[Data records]
== == ==

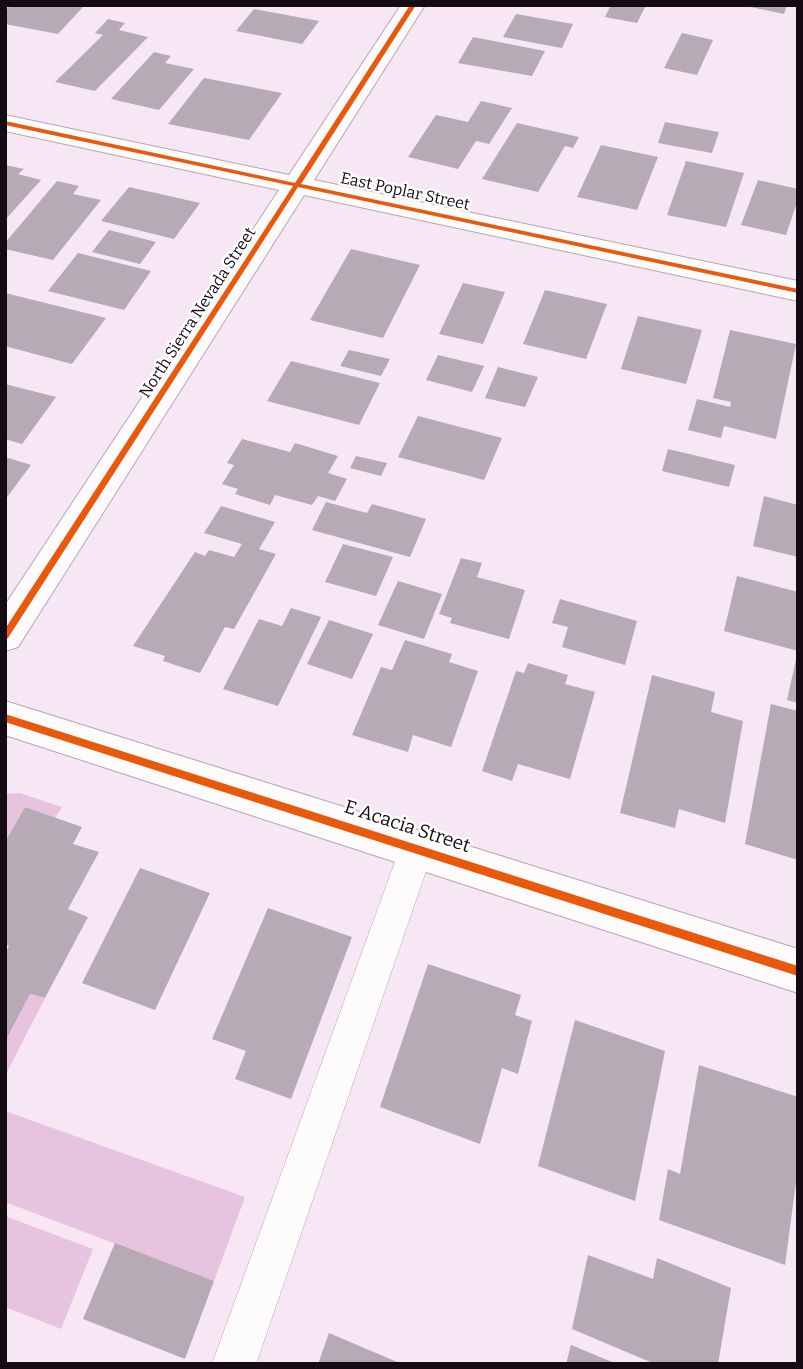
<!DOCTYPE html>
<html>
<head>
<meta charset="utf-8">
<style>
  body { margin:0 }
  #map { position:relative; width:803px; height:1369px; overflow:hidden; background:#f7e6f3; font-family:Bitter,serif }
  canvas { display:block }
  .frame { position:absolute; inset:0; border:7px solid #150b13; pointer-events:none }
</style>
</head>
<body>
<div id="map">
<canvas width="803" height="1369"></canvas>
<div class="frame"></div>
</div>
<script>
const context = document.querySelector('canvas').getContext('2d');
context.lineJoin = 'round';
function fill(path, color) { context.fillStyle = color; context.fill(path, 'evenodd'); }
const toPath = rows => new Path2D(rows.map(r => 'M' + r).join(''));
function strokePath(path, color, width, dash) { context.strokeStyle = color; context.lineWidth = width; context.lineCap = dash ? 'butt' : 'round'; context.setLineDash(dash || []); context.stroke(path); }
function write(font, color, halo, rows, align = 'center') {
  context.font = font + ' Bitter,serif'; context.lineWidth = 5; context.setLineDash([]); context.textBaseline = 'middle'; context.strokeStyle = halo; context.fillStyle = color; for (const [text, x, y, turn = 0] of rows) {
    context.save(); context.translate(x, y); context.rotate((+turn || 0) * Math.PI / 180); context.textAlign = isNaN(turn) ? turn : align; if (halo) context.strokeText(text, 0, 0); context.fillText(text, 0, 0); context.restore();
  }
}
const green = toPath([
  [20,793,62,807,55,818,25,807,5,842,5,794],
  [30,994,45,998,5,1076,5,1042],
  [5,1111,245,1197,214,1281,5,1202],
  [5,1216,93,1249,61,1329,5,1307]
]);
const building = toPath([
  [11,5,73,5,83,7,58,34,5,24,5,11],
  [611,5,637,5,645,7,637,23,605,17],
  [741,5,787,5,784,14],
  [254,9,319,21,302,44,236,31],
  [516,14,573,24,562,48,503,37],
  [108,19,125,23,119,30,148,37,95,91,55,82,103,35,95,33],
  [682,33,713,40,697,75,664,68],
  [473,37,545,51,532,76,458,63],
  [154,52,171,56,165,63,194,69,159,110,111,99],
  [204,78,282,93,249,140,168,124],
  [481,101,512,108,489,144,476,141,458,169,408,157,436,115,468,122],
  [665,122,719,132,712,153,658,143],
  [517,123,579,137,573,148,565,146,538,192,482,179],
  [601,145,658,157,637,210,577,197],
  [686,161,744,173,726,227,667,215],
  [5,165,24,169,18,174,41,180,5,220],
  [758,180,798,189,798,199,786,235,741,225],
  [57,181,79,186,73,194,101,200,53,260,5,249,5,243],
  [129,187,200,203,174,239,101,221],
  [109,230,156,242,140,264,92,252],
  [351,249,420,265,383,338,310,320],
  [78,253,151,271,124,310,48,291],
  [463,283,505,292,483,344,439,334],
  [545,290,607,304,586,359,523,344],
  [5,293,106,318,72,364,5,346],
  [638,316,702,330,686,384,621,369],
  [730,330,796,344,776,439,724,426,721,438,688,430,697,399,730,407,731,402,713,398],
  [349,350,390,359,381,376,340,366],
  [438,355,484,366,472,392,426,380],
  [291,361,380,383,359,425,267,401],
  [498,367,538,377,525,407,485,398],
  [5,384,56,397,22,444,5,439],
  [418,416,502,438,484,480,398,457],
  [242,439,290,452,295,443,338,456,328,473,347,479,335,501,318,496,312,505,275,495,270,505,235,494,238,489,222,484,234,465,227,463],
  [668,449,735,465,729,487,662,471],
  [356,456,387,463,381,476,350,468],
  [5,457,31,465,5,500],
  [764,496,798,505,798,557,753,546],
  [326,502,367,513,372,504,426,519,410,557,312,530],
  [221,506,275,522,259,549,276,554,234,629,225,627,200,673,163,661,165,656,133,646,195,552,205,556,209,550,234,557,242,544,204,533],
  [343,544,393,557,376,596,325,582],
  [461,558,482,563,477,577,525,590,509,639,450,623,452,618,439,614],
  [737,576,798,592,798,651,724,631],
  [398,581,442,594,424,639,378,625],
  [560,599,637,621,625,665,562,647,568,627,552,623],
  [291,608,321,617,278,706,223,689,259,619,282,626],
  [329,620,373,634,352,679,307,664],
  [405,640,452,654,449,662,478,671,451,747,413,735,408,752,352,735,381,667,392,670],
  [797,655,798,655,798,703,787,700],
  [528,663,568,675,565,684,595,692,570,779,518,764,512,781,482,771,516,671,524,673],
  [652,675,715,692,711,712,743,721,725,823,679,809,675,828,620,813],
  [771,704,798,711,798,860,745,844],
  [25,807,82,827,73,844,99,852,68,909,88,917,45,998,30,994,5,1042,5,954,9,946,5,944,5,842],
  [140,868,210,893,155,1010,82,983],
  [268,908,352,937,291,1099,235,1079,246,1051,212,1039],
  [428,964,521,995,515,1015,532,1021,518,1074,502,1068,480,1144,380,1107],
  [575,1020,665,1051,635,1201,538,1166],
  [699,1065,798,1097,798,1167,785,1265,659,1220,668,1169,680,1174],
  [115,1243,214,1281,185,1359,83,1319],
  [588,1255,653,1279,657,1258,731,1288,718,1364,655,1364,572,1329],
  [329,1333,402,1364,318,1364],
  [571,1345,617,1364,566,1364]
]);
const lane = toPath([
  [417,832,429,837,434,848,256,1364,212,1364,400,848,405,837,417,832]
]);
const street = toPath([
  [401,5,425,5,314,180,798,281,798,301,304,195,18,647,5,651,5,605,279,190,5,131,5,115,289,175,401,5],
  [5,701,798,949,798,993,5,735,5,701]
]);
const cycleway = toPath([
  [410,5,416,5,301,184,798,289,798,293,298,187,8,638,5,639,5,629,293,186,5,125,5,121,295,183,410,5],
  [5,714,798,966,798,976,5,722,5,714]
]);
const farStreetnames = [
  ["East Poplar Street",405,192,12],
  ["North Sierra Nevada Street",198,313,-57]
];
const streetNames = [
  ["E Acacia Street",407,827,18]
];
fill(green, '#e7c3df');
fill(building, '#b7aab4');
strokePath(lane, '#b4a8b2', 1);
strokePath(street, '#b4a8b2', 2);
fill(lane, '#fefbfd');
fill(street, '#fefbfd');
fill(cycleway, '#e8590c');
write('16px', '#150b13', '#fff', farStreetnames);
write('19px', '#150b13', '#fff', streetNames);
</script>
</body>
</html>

== == ==

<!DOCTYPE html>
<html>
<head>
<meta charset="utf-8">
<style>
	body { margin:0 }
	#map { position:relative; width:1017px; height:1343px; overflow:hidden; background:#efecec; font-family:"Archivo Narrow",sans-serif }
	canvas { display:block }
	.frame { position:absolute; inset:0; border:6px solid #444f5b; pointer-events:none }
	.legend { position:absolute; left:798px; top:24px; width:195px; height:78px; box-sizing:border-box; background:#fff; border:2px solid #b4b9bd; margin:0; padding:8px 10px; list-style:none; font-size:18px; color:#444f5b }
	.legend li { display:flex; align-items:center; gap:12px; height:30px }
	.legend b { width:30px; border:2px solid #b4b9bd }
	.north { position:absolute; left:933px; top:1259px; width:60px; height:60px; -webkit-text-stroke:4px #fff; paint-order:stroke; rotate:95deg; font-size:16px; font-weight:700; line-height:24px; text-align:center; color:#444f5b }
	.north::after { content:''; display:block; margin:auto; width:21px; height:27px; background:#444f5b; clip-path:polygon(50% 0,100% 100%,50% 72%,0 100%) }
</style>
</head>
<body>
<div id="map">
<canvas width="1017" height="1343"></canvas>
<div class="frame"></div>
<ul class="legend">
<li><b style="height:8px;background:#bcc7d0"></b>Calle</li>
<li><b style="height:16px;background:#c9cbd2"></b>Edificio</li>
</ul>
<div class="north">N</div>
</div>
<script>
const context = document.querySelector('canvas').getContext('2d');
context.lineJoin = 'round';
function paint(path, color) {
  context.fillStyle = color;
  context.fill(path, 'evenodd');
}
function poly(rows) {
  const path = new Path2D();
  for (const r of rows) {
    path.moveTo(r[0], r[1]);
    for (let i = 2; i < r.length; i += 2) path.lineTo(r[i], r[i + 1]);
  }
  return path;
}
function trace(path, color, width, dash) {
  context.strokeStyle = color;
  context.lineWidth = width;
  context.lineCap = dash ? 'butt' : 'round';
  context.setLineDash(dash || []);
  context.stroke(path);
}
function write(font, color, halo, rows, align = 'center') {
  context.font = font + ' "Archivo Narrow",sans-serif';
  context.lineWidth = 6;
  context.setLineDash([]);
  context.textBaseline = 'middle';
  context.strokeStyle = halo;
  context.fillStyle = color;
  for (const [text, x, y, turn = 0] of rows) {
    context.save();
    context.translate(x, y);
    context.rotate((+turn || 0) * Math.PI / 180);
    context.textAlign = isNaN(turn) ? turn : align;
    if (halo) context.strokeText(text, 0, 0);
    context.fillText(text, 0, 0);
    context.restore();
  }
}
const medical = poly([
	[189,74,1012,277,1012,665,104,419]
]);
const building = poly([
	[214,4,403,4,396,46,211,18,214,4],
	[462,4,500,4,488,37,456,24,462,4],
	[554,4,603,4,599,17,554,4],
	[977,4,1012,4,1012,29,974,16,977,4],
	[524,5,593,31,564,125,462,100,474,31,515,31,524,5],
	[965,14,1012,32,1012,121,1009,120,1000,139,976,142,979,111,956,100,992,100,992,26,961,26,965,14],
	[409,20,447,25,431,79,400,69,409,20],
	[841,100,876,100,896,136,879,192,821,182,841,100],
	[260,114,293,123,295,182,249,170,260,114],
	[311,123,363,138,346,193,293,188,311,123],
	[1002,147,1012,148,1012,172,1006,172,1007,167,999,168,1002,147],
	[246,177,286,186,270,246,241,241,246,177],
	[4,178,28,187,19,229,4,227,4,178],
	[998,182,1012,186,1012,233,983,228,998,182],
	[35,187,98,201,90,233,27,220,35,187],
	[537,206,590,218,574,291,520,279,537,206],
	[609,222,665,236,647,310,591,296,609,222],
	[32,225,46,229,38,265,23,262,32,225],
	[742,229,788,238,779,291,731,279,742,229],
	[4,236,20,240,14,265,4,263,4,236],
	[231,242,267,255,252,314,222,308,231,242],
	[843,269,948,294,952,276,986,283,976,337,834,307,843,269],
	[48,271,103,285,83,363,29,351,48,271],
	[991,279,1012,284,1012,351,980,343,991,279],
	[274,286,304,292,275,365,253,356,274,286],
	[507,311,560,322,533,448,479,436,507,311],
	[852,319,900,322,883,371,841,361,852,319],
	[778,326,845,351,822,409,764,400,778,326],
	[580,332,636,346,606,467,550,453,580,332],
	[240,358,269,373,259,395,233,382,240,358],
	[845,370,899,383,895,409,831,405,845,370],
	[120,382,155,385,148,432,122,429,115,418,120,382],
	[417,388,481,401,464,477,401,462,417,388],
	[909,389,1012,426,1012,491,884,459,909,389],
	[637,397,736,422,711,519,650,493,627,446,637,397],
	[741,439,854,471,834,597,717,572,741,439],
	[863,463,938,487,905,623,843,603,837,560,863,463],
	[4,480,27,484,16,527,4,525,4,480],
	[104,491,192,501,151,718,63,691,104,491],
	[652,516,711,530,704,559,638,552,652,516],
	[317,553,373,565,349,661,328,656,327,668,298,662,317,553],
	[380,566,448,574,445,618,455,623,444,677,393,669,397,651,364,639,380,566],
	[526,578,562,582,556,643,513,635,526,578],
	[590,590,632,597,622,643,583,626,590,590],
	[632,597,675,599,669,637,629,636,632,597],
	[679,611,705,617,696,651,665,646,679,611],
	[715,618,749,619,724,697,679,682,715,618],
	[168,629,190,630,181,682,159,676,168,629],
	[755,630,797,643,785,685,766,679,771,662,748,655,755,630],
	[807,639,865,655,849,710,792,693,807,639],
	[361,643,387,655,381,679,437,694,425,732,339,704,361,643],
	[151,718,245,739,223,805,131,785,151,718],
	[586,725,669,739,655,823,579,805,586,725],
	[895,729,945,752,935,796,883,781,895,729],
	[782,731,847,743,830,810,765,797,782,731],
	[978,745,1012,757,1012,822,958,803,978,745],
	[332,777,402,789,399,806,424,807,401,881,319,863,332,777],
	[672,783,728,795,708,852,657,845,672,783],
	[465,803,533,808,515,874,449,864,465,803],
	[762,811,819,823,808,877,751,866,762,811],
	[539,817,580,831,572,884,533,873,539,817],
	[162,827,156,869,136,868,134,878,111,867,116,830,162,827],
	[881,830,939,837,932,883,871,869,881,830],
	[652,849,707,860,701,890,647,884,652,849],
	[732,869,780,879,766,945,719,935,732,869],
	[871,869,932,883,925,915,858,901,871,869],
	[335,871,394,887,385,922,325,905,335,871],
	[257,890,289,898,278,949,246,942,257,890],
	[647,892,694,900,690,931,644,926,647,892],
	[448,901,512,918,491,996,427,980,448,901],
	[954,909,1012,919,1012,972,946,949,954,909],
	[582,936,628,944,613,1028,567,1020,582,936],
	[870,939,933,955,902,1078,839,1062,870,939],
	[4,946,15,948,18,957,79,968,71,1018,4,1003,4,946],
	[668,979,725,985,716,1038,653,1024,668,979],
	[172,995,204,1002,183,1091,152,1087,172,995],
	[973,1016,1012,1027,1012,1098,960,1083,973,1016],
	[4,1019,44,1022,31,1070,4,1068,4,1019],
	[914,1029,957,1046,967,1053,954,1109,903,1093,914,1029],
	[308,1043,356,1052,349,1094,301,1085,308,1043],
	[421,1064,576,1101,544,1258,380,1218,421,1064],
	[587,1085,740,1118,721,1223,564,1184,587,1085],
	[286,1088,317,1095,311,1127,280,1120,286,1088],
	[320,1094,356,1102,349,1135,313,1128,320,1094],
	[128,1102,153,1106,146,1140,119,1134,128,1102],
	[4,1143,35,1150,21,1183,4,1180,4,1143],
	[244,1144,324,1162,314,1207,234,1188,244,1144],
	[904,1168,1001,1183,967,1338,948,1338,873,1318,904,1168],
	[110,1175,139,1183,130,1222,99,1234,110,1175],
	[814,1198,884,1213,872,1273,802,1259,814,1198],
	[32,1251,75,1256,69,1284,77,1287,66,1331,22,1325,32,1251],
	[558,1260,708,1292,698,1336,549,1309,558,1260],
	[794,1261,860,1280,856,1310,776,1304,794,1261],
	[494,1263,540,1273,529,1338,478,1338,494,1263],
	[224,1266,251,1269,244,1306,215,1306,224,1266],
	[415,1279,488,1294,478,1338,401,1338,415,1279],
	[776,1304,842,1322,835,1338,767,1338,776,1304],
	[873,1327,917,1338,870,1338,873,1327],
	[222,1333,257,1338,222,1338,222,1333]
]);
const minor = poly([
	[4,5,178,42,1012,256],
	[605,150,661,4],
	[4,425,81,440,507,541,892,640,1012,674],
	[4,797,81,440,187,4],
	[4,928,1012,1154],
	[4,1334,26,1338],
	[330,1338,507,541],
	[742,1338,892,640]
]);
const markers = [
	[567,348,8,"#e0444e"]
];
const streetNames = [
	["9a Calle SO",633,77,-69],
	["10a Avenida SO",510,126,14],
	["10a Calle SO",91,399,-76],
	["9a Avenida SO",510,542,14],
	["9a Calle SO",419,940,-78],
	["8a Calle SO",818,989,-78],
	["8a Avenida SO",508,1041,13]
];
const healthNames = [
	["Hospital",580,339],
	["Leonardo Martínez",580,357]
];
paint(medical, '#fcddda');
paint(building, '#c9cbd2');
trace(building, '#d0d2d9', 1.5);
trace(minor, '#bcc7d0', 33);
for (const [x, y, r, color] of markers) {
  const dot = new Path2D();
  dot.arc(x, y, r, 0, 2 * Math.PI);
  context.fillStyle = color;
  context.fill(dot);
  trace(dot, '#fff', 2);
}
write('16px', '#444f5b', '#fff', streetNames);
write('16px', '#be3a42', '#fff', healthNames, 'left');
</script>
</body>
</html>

== == ==

» **What you have to do**:
Each line in the data that holds the word "restore" must be copied.

» **Result for this exercise**:
    context.save(); context.translate(x, y); context.rotate((+turn || 0) * Math.PI / 180); context.textAlign = isNaN(turn) ? turn : align; if (halo) context.strokeText(text, 0, 0); context.fillText(text, 0, 0); context.restore();
    context.restore();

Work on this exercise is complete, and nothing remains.